Pro wrestler, wife and son killed, by Dylan Welch - 26th June 2007 - credit: The Sydney Morning Herald
The death of one of professional wrestling's most famous stars, Chris Benoit, is already proving as fantastic and bizarre as the world of pro wrestling itself.
There were no signs of gunshot or stab wounds, but the "instruments of death were located on scene'', Tommy Pope of the Fayette County Sheriff's Department told an American broadcaster. Police were now considering it a "possible double-murder suicide'', he said.
US television station WAGA reported that investigators believe Benoit killed his wife and son over the weekend, and then himself sometime on Monday.
According to WAGA, the bodies were found in three different rooms.
Some however, would not accept that he may have harmed his family.
"He was very happy with his wife and he loved his son Daniel," Ross Hart, a friend of Benoit and member of the Hart wrestling family, told the Edmonton Journal.
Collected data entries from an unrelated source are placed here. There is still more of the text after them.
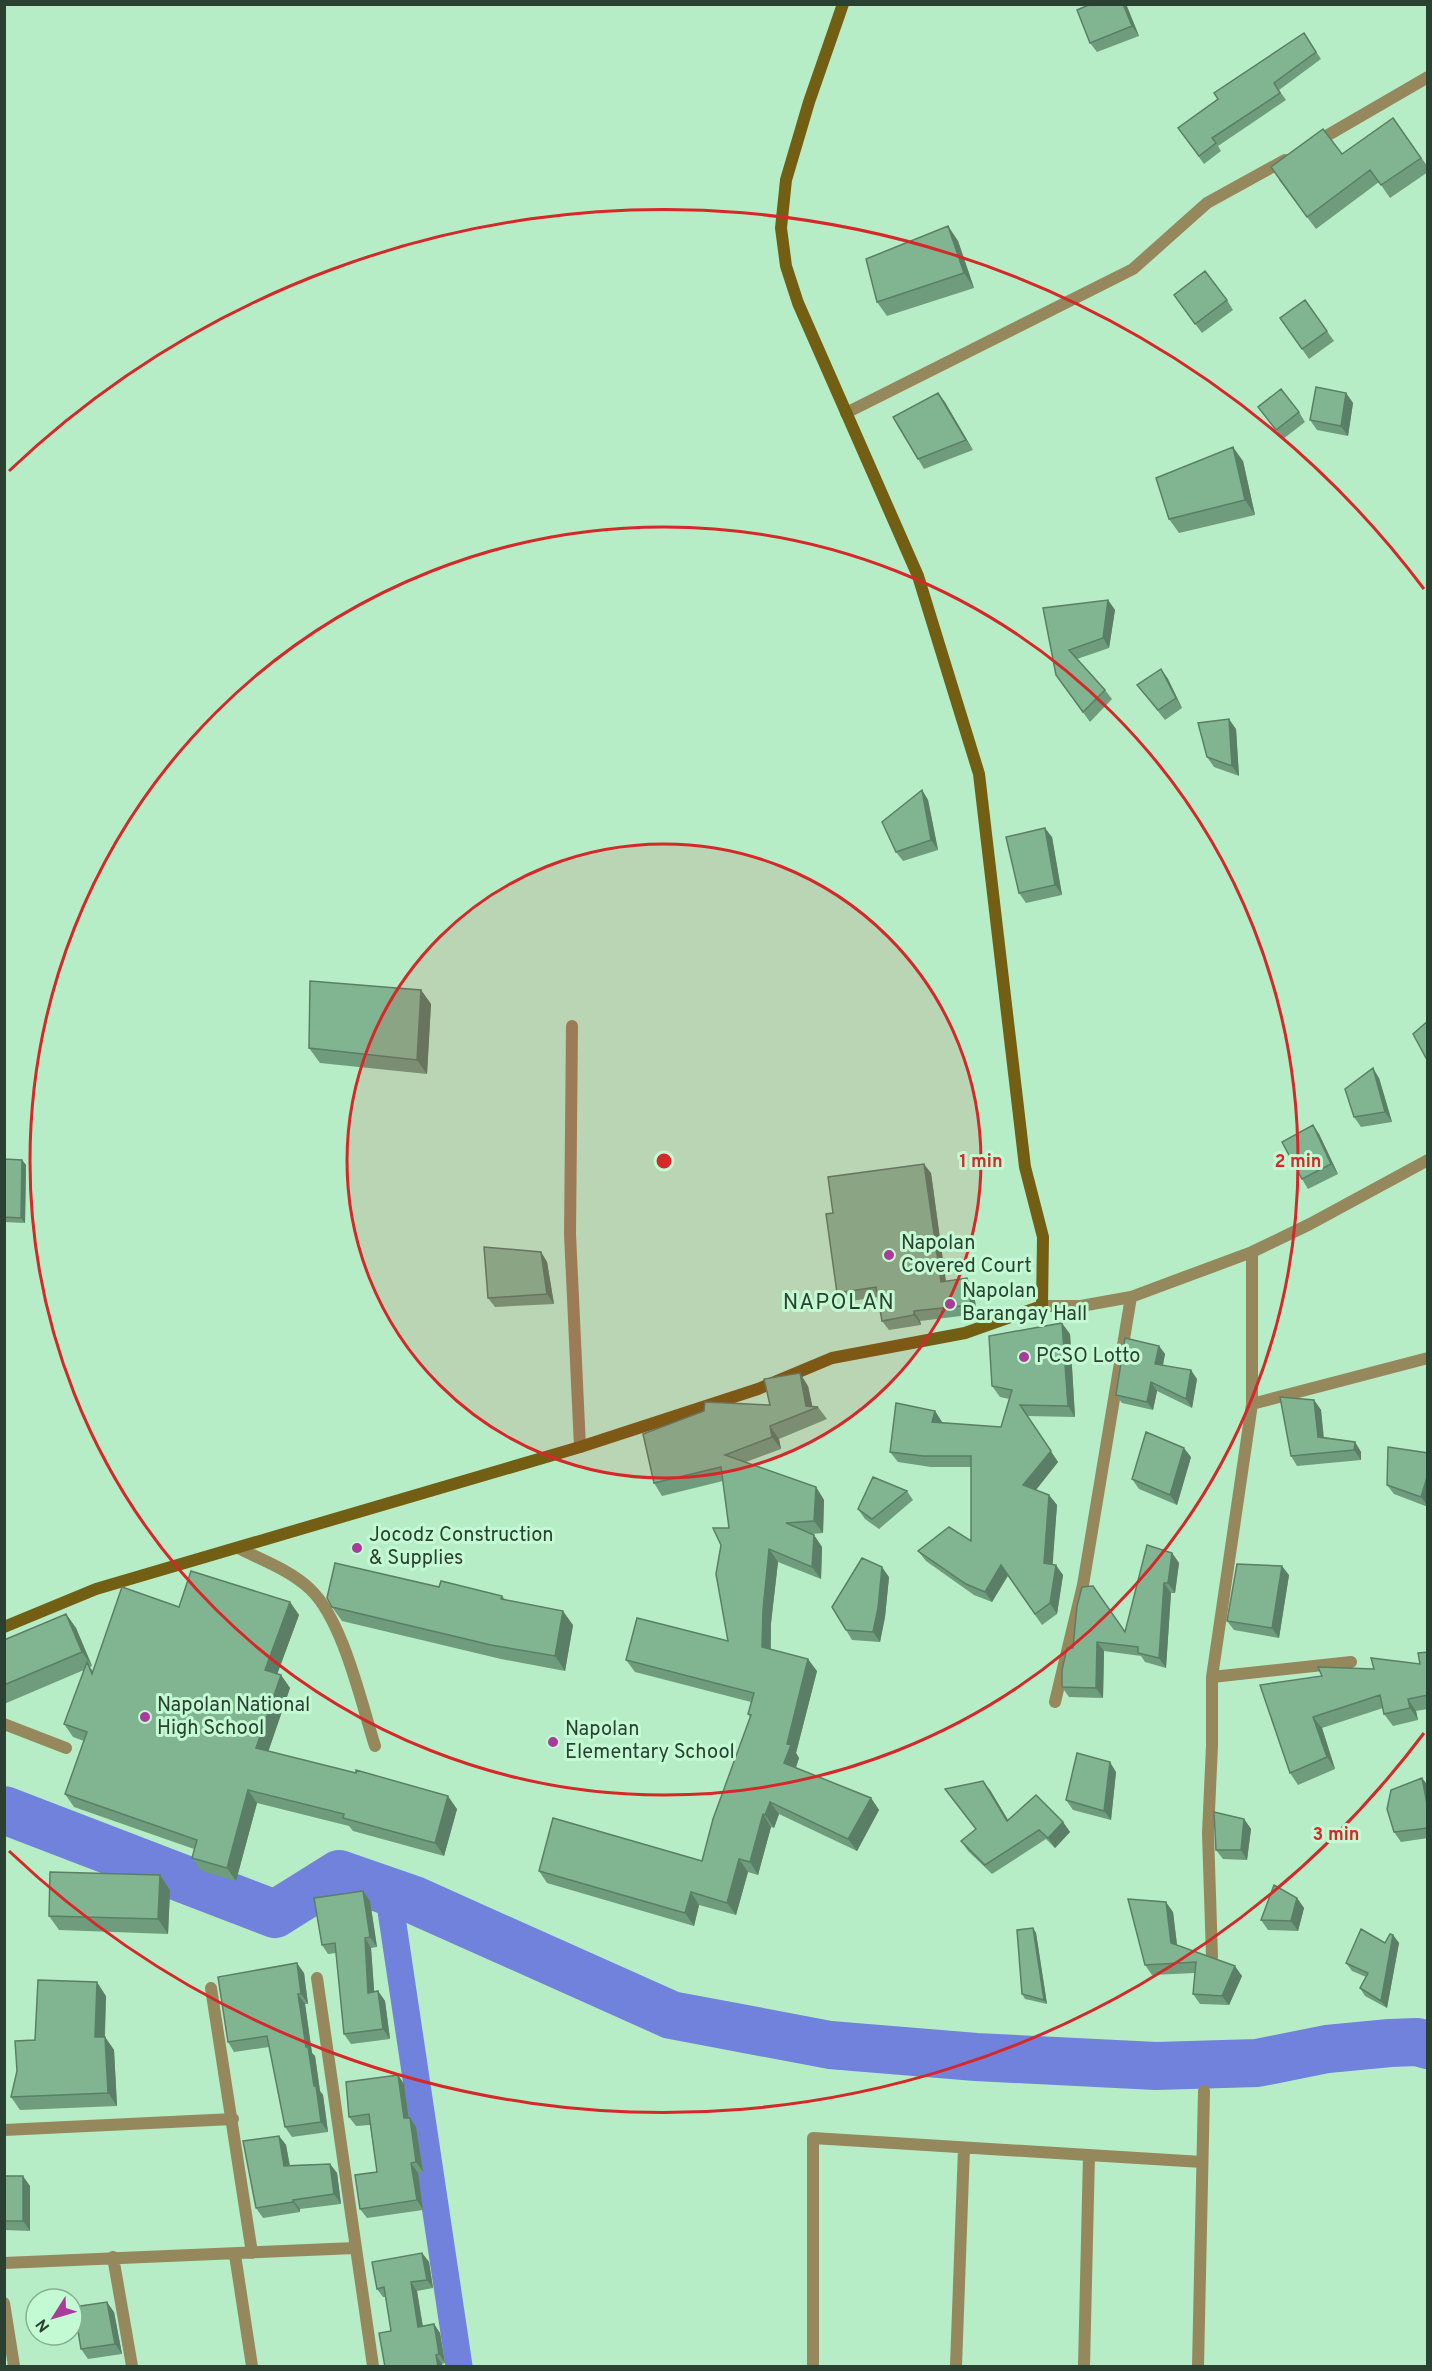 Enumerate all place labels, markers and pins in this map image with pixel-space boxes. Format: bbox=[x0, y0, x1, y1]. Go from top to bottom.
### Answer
centre of rings bbox=[654, 1151, 674, 1171]
place label: Napolan Covered Court bbox=[901, 1231, 1032, 1280]
marker: Napolan Covered Court bbox=[882, 1248, 896, 1262]
place label: Napolan Barangay Hall bbox=[962, 1279, 1087, 1328]
marker: Napolan Barangay Hall bbox=[943, 1297, 957, 1311]
place label: PCSO Lotto bbox=[1036, 1344, 1140, 1370]
marker: PCSO Lotto bbox=[1017, 1350, 1031, 1364]
place label: Jocodz Construction & Supplies bbox=[369, 1523, 553, 1572]
marker: Jocodz Construction & Supplies bbox=[350, 1541, 364, 1555]
place label: Napolan National High School bbox=[157, 1693, 310, 1742]
marker: Napolan National High School bbox=[138, 1710, 152, 1724]
place label: Napolan Elementary School bbox=[565, 1717, 735, 1766]
marker: Napolan Elementary School bbox=[546, 1735, 560, 1749]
"This would be very uncharacteristic of Chris to do anything self-destructive. I find it very hard to believe that he would end his life or his family's."
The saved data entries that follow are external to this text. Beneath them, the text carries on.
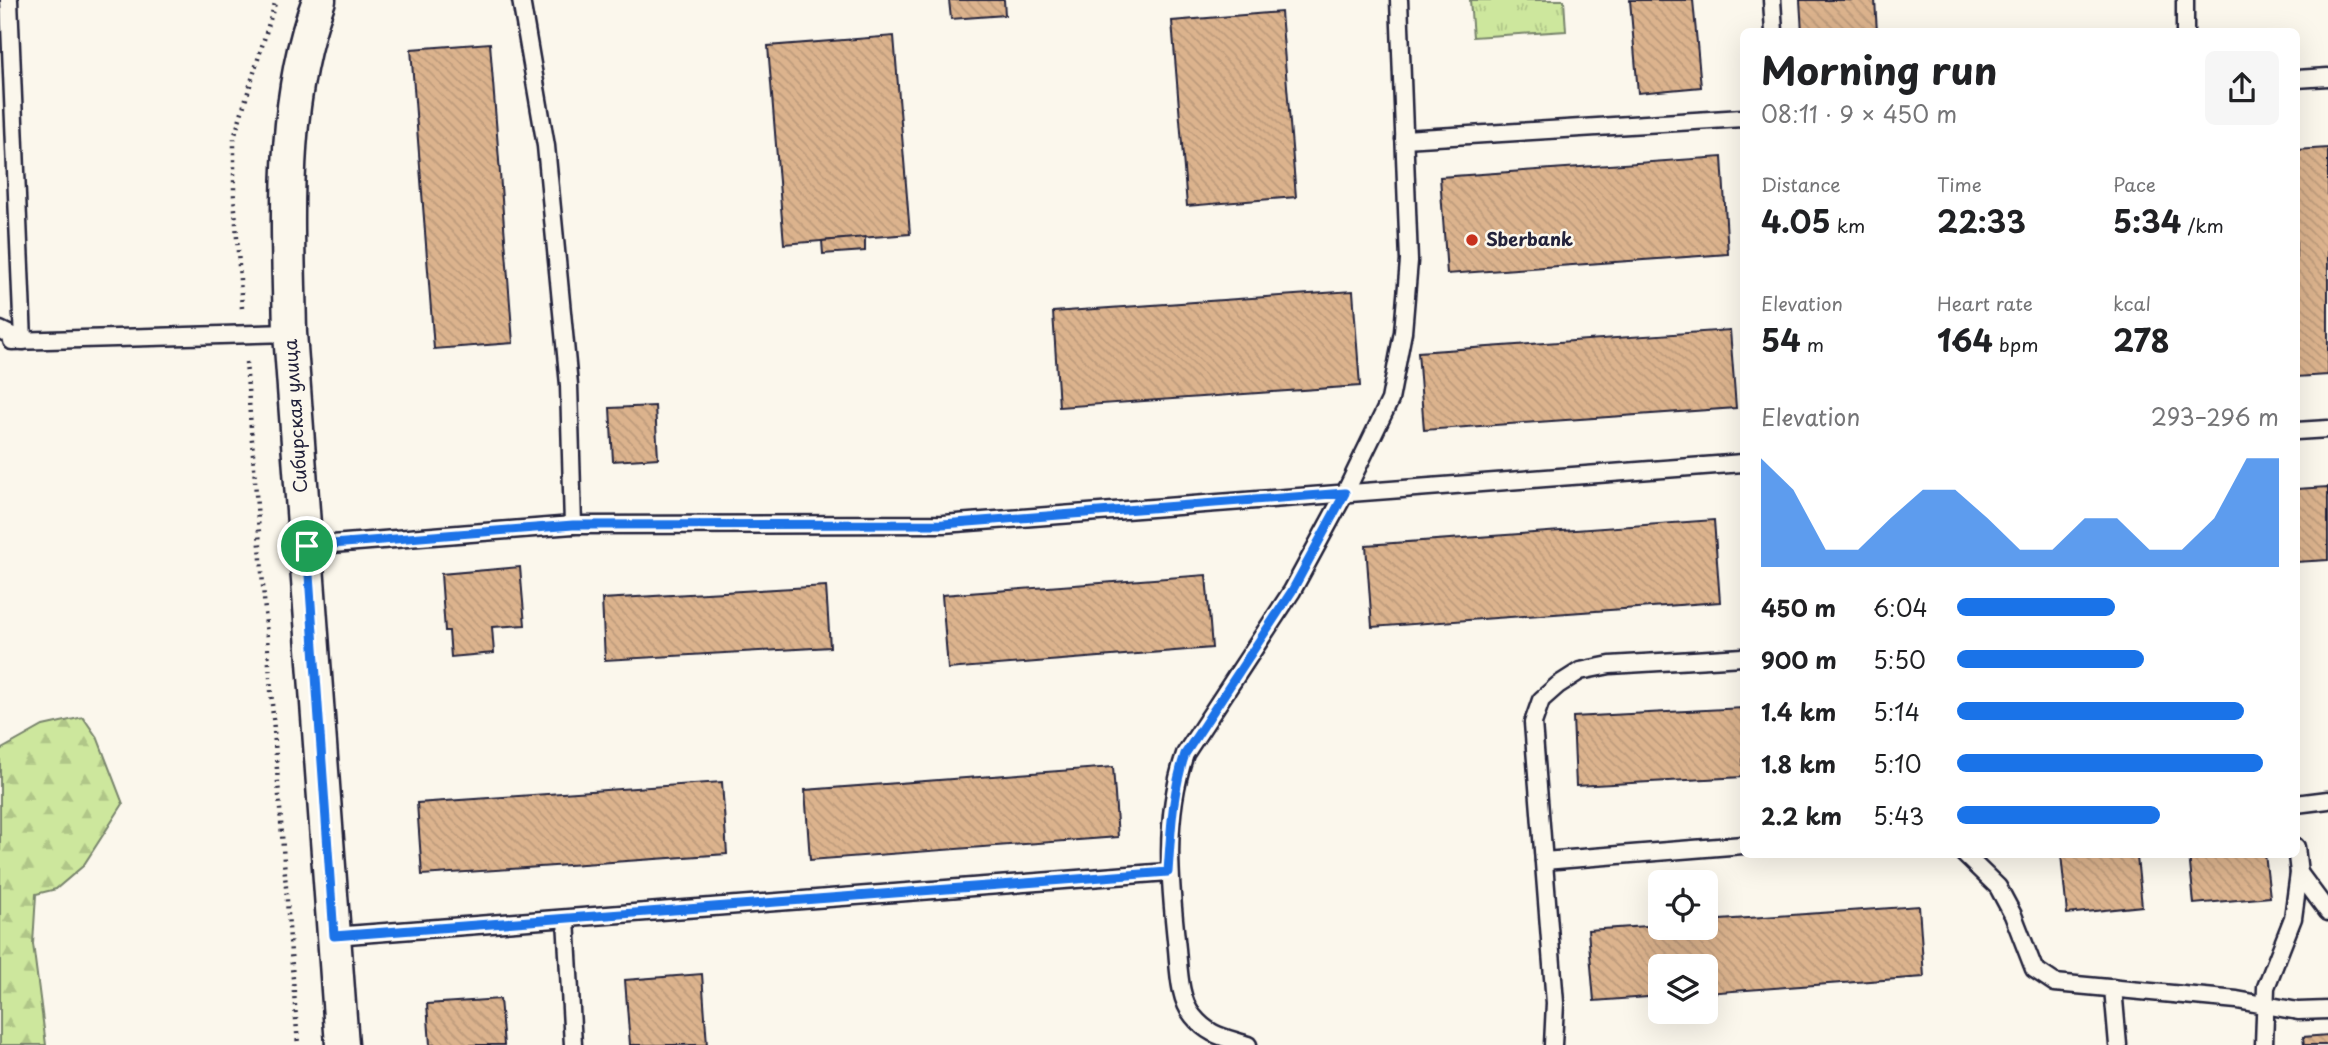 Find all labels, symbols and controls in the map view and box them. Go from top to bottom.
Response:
text: Morning run [1761,41,1997,98]
button: share [2205,51,2279,125]
text: 08:11 · 9 × 450 m [1761,96,1957,131]
text: Distance [1761,170,1841,198]
text: Time [1937,170,1982,198]
text: Pace [2113,170,2156,198]
text: 4.05 [1761,198,1831,243]
text: 22:33 [1937,198,2026,243]
text: 5:34 [2113,198,2181,243]
text: km [1831,211,1865,239]
text: /km [2181,211,2224,239]
place label: Sberbank [1486,225,1573,252]
marker: Sberbank [1464,232,1480,248]
text: Elevation [1761,289,1843,317]
text: Heart rate [1937,289,2033,317]
text: kcal [2113,289,2151,317]
text: 54 [1761,317,1801,362]
text: 164 [1937,317,1993,362]
text: 278 [2113,317,2170,362]
text: m [1801,330,1824,358]
text: bpm [1993,330,2038,358]
street label: Сибирская улица [276,338,313,494]
text: Elevation [1761,399,1860,434]
text: 293–296 m [2151,399,2279,434]
pin [277,516,337,576]
icon: arrive [288,527,326,565]
text: 450 m [1761,590,1836,625]
text: 6:04 [1873,590,1928,625]
text: 900 m [1761,642,1837,677]
text: 5:50 [1873,642,1926,677]
text: 1.4 km [1761,694,1836,729]
text: 5:14 [1873,694,1920,729]
text: 1.8 km [1761,746,1836,781]
text: 5:10 [1873,746,1921,781]
text: 2.2 km [1761,798,1842,833]
text: 5:43 [1873,798,1924,833]
map controls [1648,870,1718,1024]
button: locate [1648,870,1718,940]
button: layers [1648,954,1718,1024]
Benoit was scheduled to perform at a pay-per-view title fight on Sunday night in Houston, Texas, but was replaced at the last minute because of a "family emergency''.
It is now understood that his employers, worried about Benoit, asked police to check in on the former world heavyweight champion.
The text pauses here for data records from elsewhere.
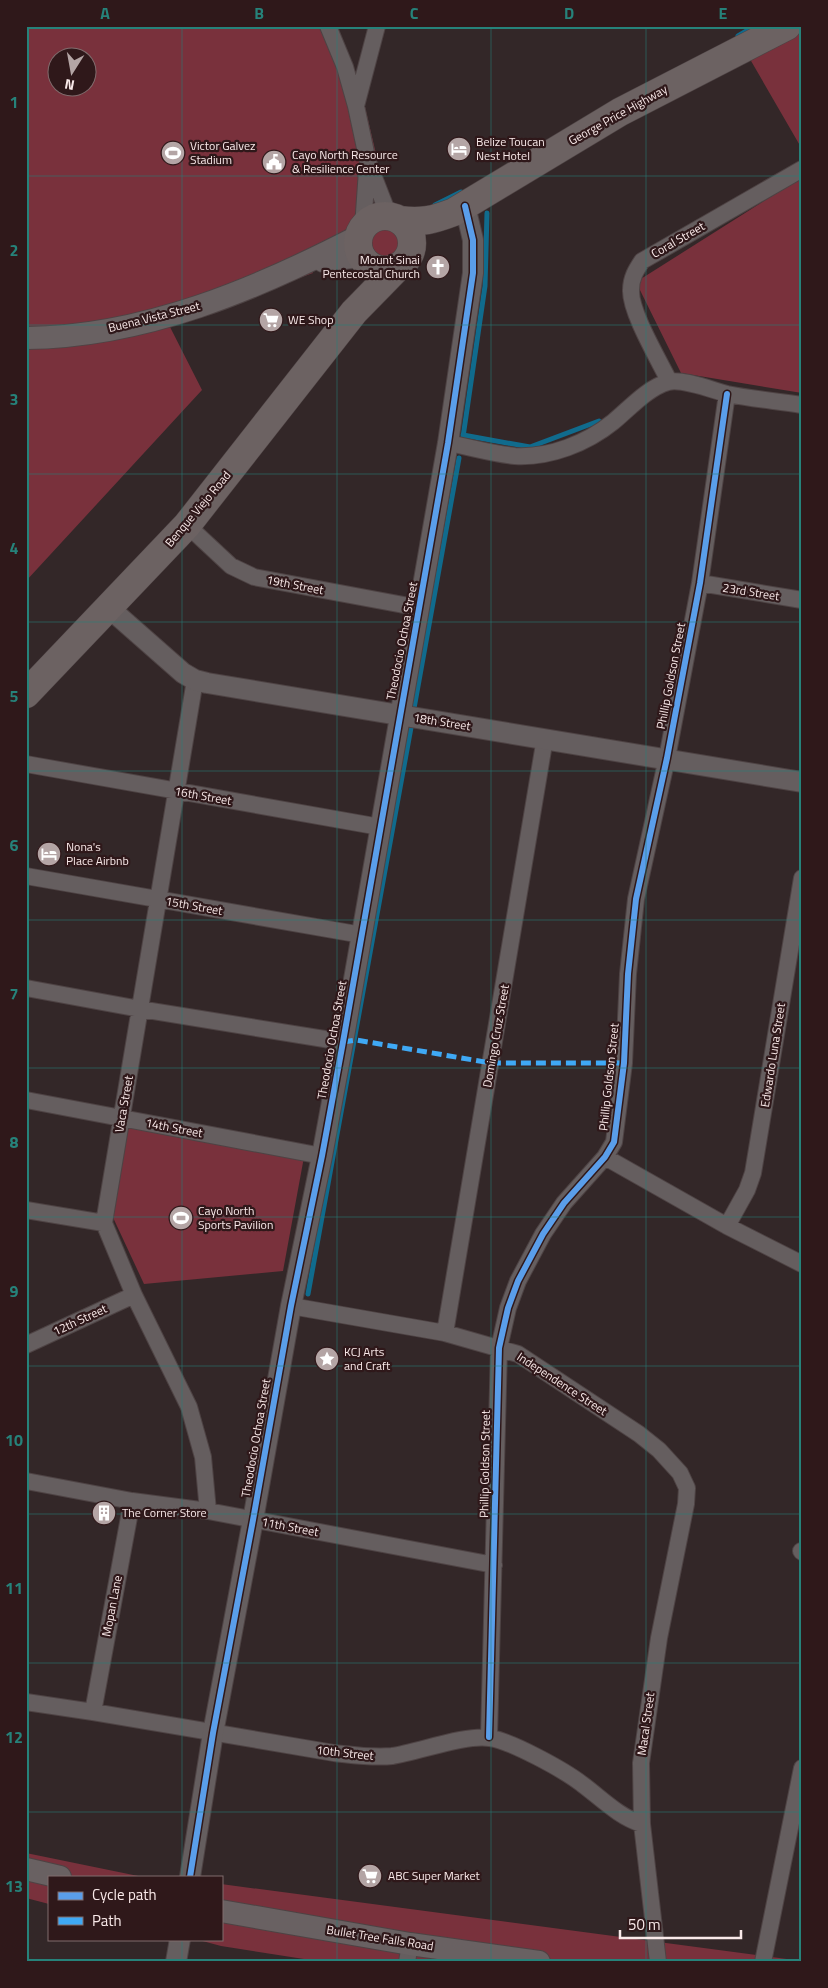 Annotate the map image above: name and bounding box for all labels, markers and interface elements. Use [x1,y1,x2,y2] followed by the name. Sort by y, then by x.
[100,1,110,25] text: A
[254,1,264,25] text: B
[410,1,419,25] text: C
[564,1,574,25] text: D
[719,1,728,25] text: E
[48,48,98,98] north arrow
[63,74,76,96] text: N
[565,79,671,150] street label: George Price Highway
[10,90,18,114] text: 1
[476,132,545,165] place label: Belize Toucan Nest Hotel
[190,136,256,169] place label: Victor Galvez Stadium
[446,136,472,162] hotel icon: Belize Toucan Nest Hotel
[160,140,186,166] sports icon: Victor Galvez Stadium
[292,145,398,178] place label: Cayo North Resource & Resilience Center
[261,149,287,175] public building icon: Cayo North Resource & Resilience Center
[647,216,709,263] street label: Coral Street
[10,238,18,262] text: 2
[322,250,420,283] place label: Mount Sinai Pentecostal Church
[425,254,451,280] church icon: Mount Sinai Pentecostal Church
[106,296,202,337] street label: Buena Vista Street
[258,307,284,333] supermarket icon: WE Shop
[288,310,334,329] place label: WE Shop
[10,387,18,411] text: 3
[160,466,235,551] street label: Benque Viejo Road
[10,536,19,560] text: 4
[265,570,326,599] street label: 19th Street
[721,578,782,605] street label: 23rd Street
[381,579,422,702] street label: Theodocio Ochoa Street
[651,620,690,731] street label: Phillip Goldson Street
[10,684,19,708] text: 5
[412,708,473,736] street label: 18th Street
[173,781,234,810] street label: 16th Street
[10,833,19,857] text: 6
[66,837,129,870] place label: Nona's Place Airbnb
[36,841,62,867] hotel icon: Nona's Place Airbnb
[164,891,225,920] street label: 15th Street
[312,978,351,1101] street label: Theodocio Ochoa Street
[10,982,18,1006] text: 7
[477,982,514,1089] street label: Domingo Cruz Street
[755,1001,790,1108] street label: Edwardo Luna Street
[593,1021,624,1132] street label: Phillip Goldson Street
[109,1073,138,1134] street label: Vaca Street
[144,1113,205,1142] street label: 14th Street
[10,1130,19,1154] text: 8
[198,1201,273,1234] place label: Cayo North Sports Pavilion
[168,1205,194,1231] sports icon: Cayo North Sports Pavilion
[10,1279,19,1303] text: 9
[50,1298,111,1340] street label: 12th Street
[344,1342,391,1375] place label: KCJ Arts and Craft
[314,1346,340,1372] place icon: KCJ Arts and Craft
[513,1347,612,1420] street label: Independence Street
[236,1376,275,1499] street label: Theodocio Ochoa Street
[474,1409,495,1518] street label: Phillip Goldson Street
[5,1428,23,1452] text: 10
[91,1500,117,1526] building icon: The Corner Store
[122,1503,207,1522] place label: The Corner Store
[260,1512,321,1541] street label: 11th Street
[96,1574,127,1638] street label: Mopan Lane
[5,1576,23,1600] text: 11
[632,1690,659,1757] street label: Macal Street
[5,1725,23,1749] text: 12
[315,1740,375,1765] street label: 10th Street
[357,1863,383,1889] supermarket icon: ABC Super Market
[388,1866,481,1885] place label: ABC Super Market
[5,1874,23,1898] text: 13
[48,1876,222,1940] legend
[92,1883,157,1906] text: Cycle path
[620,1908,742,1940] scale bar
[92,1909,122,1932] text: Path
[628,1913,661,1936] text: 50 m
[325,1920,435,1955] street label: Bullet Tree Falls Road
The bodies of the 40-year-old wrestler, his wife, Nancy Benoit, 43, and their seven-year-old son, Daniel, were discovered by police at their Atlanta, Georgia, home at about 2.30pm local time on Monday (4.30am Tuesday Sydney time).
According to the Edmonton Journal, the house is in a secluded neighbourhood set back about 60 yards off a gravel road, surrounded by stacked stone wall and a double-iron gate. On Monday night, the house was dark except for a few outside lights. There was a police car in front, along with two uniformed officers.
"The details, when they come out, are going to prove a little bizarre,'' Fayette County District Attorney Scott Ballarde told local paper the Atlanta Journal-Constitution.
Benoit, 40, was a former world heavyweight champion for World Wrestling Entertainment as well as a intercontinental champion and held several tag-team titles.
A Canadian native, he maintained a home in Atlanta from the time he wrestled for the now-defunct World Championship Wrestling.
His wife was a former wrestling valet who wrestled under the name "Woman''.
In a further twist, this week's live Monday Night RAW program was supposed to have been a whodunit into the fictional death of Chairman Vince McMahon, whose limousine burst into a fiery explosion moments after he stepped into it after a bout two weeks ago.
That storyline was quickly scrapped and Vince McMahon instead appeared to explain about the death of Benoit. The company then aired a three-hour tribute to Benoit.